Matt Caswell matt at openssl.org
Fri Dec 28 17:17:39 UTC 2018

On 28/12/2018 10:22, Christian wrote:
> Thank you for the suggestions thus far. I've been working on a simple SSL
> client/server system in the last couple days. Unfortunately the SSL
> documentation is a right mess, so I don't know what is allowed and what is not,
> which leads to some problems that I don't know exactly how to tackle on.
> First of all, I opted out for the cipher "ECDHE-PSK-AES128-CBC-SHA256". As Matt
> suggested, using PSKs does reduce a lot of complexity in this scenario - if I've
> been understanding him correctly, this cipher should give us forward secrecy
> while still relying on a pre-shared key, which also authenticates both sides to
> each other.

Yes, this is correct.

> When I run my server, and then run my client, it receives the data
> the server sends without any problems.
> However, things start to get messy once the keys mismatch, as would in any
> attacker scenario. The client initiates the handshake, but on the server side
> SSL_accept() returns -1, the client receives no data (as should). Then I start
> the client *again*. On the server side SSL_accept() returns -1 again, but this
> time the client blocks in SSL_read() (I haven't not implemented timeout handling
> yet, as this still all runs on my testing environments). It's almost as if
> SSL_shutdown on the server side does not notify the client that the connection
> is to be closed.

Which version of OpenSSL is this? (I don't remember if you said this already).

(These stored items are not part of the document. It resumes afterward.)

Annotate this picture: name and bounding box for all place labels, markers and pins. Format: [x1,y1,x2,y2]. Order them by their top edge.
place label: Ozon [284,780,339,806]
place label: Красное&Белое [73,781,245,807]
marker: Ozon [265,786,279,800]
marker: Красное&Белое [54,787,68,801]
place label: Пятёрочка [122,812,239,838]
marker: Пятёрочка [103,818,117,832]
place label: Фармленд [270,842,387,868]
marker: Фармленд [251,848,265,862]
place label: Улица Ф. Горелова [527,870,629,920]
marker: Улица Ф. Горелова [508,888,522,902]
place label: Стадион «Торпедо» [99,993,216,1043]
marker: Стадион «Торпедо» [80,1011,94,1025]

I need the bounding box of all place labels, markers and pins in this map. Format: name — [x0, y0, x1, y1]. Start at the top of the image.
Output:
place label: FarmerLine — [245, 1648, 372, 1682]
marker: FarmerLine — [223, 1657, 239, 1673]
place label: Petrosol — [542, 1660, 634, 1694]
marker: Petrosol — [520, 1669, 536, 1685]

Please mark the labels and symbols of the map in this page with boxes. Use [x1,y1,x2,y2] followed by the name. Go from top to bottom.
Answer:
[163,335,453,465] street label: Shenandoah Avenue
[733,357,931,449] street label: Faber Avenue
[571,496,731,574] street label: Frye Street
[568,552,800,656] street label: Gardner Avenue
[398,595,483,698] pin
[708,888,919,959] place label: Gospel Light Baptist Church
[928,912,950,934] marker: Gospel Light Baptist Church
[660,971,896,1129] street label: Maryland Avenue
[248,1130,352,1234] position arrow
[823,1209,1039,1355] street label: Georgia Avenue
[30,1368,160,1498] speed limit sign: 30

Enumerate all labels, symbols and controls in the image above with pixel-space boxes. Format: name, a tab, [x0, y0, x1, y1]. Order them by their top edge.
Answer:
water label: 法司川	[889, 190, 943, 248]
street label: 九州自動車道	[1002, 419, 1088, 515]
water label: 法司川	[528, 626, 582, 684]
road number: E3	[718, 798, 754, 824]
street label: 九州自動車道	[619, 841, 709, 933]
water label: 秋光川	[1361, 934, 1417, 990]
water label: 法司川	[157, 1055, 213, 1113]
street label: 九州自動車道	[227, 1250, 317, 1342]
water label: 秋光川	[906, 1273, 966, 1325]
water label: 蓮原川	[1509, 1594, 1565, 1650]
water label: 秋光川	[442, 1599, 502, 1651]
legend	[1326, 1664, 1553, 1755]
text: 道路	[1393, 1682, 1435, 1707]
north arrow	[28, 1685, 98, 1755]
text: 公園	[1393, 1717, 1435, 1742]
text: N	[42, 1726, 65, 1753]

Note that SSL_shutdown is intended for orderly shutdown of a successful, active
SSL/TLS connection. It is not supposed to be called if the connection has failed
for some reason. If the server decides to abort the connection it should have
already sent a fatal alert.

>>         fprintf(stderr,"SSL_shutdown\n");
>>         SSL_shutdown(ssl);
>>         fprintf(stderr,"SSL_clear\n");
>>         SSL_clear(ssl);

Please check the return code of this SSL_clear function. It can fail, and if it
does it means the SSL object has not been cleared properly, and that will cause
all sorts of weird, difficult to debug failures later on.